A woman is bathing in thermal springs, her body glistening under the water where it writhes and twists like a slender leaf. Beside the pool a blue cotton kimono hangs from a branch, fluttering delicately in the breeze.
The strident wail of the bugle pierces my dream, and I reach mechanically for the folded clothes on top of my shoes at the foot of the bed. I heave on my backpack and hurry outside.
As the troops file in, orders whistle from every direction. The regiment sets off, then from the head of the formation comes the command to run. The barrack gates draw open and the guards salute us. Then the gates of the town open and the chill, gloomy air of the countryside whips my face.
I am already drenched with sweat, but instead of diving into the woods as we have done on our previous exercises, we continue along the main road. I choke with apprehension when I realize: we are heading for Peking.
When the sun appears on the horizon we are already far from the town. I struggle to ready myself, to see myself in battle. I call on Death to give me strength. Curiously, instead of fortifying me as it always has before, the prayer makes me only more nervous.
The warm, easy months I have spent in the garrison evaporate in a flash.
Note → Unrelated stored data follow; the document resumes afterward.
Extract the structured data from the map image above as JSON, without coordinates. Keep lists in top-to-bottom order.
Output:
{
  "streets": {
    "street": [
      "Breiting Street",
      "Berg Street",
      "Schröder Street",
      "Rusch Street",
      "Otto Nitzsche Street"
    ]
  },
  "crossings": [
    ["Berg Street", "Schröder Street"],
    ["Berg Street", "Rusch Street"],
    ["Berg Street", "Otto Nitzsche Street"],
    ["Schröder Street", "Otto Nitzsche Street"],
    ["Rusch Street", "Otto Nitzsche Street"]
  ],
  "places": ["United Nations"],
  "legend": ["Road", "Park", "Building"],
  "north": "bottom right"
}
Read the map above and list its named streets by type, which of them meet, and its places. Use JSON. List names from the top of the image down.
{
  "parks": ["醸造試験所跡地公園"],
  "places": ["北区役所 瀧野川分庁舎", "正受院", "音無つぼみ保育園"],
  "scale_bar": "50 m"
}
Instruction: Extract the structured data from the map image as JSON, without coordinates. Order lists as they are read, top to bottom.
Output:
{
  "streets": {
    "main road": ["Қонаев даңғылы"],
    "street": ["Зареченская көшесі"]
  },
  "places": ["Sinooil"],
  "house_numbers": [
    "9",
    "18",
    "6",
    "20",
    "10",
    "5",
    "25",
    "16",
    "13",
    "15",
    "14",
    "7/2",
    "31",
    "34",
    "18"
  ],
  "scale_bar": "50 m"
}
Did the town of A Thousand Winds really exist? And what about the girl who played go, was she only the heroine in some wonderful vision? Life seems an infernal loop in which the day before yesterday has joined with today, and yesterday has been jettisoned. We think we move forward in time, but we are always prisoners of the past. To leave… that is always a good thing: to have remained in the Square of a Thousand Winds would be to court destruction by the most tenacious of instincts: to love, to live, to bring forth children.
I hear the whistle signal to halt the march, and our platoon bunches together like an accordion as we stop to catch our breath. I take my flask off my pack and pour the sun-warmed water down my throat.
A new order comes through: about face, the rear formation becomes the head of the column. We are going back to the town. Cries of joy run up along the line as we set off again. I abandon myself, carried along on this wave.